The team compared 15 common remediation strategies against resolving vulnerabilities at random. According to the report, many current approaches to prioritizing and fixing vulnerabilities are roughly as effective or less effective than addressing security flaws at random.
"Successful vulnerability management, then, balances the two opposing goals of coverage (fix everything that matters) and efficiency (delay/deprioritize what doesn't matter)," the report says. "This is the crux of the remediation prioritization challenge."
Kenna Security and the Cyentia Institute suggests that predictive models based on analytics and machine learning may be able to pose a solution to maintaining this balance, as well as indicate which vulnerabilities IT staff should focus on resolving.
The researchers split the CVE records into two random groups -- the first being a data set in which to generate predictive models with different variables, and the second was utilized to evaluate the conclusions of the model.
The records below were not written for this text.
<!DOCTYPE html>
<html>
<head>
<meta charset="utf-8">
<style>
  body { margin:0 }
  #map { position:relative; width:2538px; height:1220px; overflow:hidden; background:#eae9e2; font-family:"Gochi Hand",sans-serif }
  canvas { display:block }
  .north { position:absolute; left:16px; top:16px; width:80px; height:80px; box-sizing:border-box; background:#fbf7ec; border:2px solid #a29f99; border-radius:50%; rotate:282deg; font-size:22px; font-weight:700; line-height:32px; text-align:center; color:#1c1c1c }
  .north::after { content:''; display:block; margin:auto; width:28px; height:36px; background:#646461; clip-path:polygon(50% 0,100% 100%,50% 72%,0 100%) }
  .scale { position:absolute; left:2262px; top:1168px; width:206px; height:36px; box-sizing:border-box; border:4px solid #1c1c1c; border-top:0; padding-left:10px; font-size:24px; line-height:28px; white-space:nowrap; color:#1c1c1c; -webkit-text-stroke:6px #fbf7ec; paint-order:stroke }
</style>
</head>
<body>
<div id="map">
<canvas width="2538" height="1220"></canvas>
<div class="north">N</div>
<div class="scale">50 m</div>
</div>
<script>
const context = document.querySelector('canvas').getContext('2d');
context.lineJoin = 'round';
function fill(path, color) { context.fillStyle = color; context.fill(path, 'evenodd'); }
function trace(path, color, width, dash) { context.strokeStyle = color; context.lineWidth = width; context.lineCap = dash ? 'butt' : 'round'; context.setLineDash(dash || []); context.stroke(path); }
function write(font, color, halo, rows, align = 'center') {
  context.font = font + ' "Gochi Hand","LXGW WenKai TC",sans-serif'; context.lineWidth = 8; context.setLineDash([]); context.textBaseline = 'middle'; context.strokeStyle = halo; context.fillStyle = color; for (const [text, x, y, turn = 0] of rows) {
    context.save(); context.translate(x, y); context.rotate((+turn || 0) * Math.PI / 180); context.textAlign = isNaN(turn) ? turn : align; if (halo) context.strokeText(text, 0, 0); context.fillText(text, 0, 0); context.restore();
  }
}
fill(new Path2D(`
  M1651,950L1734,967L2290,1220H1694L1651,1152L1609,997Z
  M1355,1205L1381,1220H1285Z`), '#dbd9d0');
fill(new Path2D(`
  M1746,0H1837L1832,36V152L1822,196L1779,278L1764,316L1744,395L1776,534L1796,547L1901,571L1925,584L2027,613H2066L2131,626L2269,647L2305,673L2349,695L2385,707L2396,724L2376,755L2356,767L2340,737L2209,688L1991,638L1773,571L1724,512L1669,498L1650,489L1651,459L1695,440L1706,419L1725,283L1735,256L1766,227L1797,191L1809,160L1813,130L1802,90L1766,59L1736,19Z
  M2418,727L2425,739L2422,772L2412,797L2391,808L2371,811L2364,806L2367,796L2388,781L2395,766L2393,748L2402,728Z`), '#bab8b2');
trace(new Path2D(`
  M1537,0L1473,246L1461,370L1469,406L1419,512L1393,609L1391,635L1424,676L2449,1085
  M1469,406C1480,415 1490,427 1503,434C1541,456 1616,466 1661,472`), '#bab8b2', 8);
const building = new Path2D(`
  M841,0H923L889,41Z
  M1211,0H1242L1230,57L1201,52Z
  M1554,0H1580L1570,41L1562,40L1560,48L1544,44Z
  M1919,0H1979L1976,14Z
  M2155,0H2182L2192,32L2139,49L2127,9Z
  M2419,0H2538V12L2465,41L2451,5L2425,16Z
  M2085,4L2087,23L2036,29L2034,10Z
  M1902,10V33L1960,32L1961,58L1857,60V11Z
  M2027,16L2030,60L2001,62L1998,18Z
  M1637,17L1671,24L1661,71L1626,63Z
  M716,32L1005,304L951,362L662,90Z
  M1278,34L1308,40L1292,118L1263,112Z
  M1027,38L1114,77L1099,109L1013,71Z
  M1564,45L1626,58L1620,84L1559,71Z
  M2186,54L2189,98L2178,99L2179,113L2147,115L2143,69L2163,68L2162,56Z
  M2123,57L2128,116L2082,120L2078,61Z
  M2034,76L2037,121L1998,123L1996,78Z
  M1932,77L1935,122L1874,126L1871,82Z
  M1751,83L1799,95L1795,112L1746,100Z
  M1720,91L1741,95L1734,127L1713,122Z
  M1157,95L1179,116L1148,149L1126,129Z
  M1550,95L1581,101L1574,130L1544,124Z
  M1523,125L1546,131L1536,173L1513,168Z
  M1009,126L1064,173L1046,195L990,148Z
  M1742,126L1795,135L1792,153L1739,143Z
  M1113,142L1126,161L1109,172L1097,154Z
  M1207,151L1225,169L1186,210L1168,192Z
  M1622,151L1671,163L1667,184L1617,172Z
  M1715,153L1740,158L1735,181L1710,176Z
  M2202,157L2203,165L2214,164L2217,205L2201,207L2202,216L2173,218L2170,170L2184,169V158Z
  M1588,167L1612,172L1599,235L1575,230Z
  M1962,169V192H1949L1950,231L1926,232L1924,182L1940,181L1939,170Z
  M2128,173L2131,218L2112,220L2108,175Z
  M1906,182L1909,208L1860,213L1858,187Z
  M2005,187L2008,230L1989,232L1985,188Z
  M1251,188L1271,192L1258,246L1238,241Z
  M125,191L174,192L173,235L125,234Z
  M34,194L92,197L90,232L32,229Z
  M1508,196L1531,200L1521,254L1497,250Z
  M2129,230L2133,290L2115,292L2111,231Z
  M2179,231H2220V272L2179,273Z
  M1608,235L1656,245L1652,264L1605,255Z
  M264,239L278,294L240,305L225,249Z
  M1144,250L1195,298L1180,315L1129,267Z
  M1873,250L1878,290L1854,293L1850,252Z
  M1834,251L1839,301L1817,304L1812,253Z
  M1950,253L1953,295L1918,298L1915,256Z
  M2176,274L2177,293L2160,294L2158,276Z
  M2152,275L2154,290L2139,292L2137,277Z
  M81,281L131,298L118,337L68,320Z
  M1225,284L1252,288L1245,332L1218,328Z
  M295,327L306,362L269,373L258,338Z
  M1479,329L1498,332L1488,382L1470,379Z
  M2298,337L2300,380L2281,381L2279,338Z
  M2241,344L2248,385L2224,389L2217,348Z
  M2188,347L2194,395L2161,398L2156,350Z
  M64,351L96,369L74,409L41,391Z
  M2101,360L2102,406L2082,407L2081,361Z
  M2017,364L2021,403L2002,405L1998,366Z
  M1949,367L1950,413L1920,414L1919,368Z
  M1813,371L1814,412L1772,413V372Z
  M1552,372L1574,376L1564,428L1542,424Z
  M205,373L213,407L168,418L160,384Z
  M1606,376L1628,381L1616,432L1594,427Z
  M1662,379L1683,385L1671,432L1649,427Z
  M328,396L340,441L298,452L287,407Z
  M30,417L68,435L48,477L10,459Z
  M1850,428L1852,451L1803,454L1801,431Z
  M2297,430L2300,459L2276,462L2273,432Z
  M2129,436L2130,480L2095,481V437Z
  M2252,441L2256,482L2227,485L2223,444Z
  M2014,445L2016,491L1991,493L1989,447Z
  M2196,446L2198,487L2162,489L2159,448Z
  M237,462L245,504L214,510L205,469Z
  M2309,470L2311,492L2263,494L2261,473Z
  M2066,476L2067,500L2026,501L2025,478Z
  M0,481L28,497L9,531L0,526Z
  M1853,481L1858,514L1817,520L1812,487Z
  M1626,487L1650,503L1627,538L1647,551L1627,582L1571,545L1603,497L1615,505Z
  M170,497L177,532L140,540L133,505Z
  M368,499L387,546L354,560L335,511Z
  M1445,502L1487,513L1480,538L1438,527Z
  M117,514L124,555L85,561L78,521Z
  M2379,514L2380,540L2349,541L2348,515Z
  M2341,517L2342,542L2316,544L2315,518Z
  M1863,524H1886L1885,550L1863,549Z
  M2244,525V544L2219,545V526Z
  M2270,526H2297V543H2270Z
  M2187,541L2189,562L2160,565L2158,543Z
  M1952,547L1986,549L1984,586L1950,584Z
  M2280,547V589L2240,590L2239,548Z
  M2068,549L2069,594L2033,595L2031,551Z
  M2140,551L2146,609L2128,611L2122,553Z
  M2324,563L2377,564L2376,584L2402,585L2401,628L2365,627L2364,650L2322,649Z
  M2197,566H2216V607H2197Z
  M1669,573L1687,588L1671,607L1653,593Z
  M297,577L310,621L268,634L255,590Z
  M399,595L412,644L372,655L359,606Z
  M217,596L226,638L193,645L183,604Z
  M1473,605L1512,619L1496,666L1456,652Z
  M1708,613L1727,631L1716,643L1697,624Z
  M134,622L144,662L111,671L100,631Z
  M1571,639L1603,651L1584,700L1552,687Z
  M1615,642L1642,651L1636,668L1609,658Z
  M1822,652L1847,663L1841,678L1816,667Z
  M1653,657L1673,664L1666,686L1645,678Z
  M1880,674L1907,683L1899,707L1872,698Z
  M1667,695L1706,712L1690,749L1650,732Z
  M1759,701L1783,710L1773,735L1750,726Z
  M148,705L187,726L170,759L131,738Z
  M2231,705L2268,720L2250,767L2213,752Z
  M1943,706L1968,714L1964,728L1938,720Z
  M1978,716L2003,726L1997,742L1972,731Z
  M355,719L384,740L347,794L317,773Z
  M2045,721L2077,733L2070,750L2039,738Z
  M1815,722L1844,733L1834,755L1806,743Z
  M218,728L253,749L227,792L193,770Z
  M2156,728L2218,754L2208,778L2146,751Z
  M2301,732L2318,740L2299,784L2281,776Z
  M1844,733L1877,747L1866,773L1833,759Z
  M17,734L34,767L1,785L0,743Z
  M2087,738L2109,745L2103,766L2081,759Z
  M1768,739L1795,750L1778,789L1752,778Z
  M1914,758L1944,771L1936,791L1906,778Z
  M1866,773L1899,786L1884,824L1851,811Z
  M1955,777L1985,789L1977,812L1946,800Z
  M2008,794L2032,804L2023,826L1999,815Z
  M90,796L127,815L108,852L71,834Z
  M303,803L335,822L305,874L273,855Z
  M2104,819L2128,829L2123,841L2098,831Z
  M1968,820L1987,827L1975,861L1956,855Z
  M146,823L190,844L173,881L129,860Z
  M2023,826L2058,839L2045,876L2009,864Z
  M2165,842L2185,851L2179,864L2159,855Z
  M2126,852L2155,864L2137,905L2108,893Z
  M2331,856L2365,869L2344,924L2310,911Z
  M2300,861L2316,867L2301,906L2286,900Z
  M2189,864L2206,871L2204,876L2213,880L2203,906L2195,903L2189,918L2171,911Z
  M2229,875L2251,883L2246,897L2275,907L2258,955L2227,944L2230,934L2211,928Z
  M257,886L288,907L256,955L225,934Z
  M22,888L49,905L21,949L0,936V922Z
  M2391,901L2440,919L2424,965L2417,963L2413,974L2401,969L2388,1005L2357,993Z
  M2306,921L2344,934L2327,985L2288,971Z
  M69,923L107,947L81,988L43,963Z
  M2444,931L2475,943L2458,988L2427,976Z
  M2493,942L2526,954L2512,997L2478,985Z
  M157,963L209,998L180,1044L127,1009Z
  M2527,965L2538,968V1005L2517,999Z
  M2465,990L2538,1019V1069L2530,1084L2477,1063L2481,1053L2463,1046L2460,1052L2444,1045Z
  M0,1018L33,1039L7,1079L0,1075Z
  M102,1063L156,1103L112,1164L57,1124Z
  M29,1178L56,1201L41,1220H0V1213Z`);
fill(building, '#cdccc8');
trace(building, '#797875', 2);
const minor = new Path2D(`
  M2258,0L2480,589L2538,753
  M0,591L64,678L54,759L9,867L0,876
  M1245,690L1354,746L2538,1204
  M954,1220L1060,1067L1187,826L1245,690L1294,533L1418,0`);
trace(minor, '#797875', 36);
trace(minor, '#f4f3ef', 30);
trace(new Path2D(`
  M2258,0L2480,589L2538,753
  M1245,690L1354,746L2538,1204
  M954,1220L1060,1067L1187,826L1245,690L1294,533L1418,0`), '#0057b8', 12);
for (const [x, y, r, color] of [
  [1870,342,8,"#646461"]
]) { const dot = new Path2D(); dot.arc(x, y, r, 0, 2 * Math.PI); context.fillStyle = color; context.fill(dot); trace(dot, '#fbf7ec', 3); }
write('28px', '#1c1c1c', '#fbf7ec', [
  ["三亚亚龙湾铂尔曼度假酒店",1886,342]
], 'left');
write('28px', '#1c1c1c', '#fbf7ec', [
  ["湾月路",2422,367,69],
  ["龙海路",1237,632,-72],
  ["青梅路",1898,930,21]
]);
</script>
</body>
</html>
The CVSS score, product popularity among vendors, keywords and phrases, and a number of other variables were included in the system. CVSS scores and vendor categories do not work well on their own as indicators of risk, but when all of the variables were included in evaluations, the best results for both efficiency and coverage were the result.
"Success and failure of enterprise security teams and its leaders should be measured, tracked and adjusted based on metrics that can accurately quantify risk and the impact of efforts to reduce them, not a simple number of vulnerabilities closed," the report says. "Comprehensive and unified metrics enable enterprises to understand the effectiveness of remediation strategies based on overall impact instead of the amount of effort."
However, not all vulnerabilities -- and not all businesses -- are created equal, and so different models could be developed to help companies ranging from SMBs to large enterprise players.
For example, one model could be built for SMBs with limited resources and tailored towards the CVEs most likely to be exploited, while others may focus on broad coverage rather than efficiency alone, and vice versa.
"Effective remediation depends on quickly determining which vulnerabilities warrant action and which of those have highest priority, but prioritization remains one of the biggest challenges in vulnerability management, " said Karim Toubba, CEO of Kenna Security. "Businesses can no longer afford to react to cyber threats, as the research shows that most common vulnerability remediation strategies are about as effective as rolling dice."
"A predictive model based on cutting-edge data science is more efficient, requires less effort, and provides better coverage of an enterprises' attack surface," the executive added.